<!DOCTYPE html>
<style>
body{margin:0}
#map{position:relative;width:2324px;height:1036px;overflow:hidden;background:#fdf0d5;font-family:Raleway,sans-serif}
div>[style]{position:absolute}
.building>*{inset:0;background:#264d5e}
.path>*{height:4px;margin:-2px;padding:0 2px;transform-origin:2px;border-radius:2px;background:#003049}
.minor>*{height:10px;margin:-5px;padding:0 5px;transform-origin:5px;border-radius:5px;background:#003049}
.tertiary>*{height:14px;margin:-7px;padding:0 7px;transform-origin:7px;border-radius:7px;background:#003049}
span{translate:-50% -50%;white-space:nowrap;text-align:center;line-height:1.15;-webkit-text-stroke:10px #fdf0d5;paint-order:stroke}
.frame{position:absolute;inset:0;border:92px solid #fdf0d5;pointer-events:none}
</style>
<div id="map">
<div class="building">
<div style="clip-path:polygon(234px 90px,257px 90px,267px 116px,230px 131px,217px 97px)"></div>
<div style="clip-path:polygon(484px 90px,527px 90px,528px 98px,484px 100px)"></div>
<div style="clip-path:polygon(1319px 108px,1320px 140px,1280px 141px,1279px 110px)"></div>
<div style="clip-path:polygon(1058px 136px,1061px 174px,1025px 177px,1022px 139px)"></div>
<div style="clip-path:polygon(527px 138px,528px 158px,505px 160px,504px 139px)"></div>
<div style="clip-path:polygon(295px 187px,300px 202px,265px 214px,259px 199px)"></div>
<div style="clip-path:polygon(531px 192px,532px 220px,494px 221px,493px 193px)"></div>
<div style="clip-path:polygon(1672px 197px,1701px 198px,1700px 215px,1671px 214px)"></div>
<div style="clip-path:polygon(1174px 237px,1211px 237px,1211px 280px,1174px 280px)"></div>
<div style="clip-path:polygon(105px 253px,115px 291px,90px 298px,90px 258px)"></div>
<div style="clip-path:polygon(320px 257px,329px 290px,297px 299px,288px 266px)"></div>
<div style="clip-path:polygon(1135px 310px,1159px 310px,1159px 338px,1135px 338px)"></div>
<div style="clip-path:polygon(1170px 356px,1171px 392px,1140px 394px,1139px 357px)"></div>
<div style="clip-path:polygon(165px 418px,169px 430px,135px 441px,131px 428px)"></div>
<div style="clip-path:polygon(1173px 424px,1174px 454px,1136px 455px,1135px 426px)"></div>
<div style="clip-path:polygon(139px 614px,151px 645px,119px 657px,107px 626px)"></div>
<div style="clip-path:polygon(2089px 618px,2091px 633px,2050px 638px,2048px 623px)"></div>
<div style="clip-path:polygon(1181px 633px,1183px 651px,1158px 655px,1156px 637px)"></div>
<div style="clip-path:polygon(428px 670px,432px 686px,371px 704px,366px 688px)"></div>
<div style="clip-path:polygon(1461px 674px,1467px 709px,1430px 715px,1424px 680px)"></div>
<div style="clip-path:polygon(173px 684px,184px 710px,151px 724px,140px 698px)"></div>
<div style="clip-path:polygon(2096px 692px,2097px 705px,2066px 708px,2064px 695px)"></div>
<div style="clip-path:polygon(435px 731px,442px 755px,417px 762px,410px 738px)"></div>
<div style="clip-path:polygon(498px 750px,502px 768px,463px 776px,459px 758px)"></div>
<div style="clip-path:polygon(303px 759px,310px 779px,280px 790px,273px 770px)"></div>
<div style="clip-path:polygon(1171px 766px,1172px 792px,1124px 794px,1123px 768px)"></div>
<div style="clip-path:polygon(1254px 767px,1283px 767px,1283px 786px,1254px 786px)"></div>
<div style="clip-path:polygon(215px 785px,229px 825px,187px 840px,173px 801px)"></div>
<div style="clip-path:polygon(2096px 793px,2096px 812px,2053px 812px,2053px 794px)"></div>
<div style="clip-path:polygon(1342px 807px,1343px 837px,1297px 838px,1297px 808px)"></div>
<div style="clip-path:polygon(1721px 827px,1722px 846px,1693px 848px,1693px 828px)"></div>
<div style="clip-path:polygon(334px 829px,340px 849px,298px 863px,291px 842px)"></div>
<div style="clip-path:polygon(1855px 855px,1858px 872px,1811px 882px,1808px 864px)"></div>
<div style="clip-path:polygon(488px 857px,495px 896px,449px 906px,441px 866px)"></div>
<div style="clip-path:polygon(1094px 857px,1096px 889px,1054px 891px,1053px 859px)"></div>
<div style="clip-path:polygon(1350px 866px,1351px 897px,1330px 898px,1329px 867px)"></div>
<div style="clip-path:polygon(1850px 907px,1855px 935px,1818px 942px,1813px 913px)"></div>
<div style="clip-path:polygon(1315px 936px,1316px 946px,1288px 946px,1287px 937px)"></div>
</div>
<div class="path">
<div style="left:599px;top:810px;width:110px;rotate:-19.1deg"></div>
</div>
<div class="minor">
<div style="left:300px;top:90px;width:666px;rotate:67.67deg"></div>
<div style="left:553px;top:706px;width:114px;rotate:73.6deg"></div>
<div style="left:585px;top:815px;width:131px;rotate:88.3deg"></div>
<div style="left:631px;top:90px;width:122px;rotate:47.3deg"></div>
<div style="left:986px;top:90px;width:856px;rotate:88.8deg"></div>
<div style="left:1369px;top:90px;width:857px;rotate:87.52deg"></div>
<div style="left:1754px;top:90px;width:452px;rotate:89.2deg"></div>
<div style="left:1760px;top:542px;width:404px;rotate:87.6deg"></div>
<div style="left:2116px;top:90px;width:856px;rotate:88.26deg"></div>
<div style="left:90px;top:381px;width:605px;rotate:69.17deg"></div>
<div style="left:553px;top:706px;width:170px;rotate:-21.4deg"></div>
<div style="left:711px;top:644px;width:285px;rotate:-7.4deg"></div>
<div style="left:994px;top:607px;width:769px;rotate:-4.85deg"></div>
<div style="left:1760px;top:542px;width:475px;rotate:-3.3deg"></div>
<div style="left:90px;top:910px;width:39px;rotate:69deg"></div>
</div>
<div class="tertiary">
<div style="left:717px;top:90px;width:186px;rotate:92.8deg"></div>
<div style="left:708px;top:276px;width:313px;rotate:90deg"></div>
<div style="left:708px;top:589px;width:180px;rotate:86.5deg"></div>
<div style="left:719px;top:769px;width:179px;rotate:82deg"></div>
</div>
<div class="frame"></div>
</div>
————
- Work to complete -
The answer must be every line of the data that contains the word "tertiary".

- Written solution -
.tertiary>*{height:14px;margin:-7px;padding:0 7px;transform-origin:7px;border-radius:7px;background:#003049}
<div class="tertiary">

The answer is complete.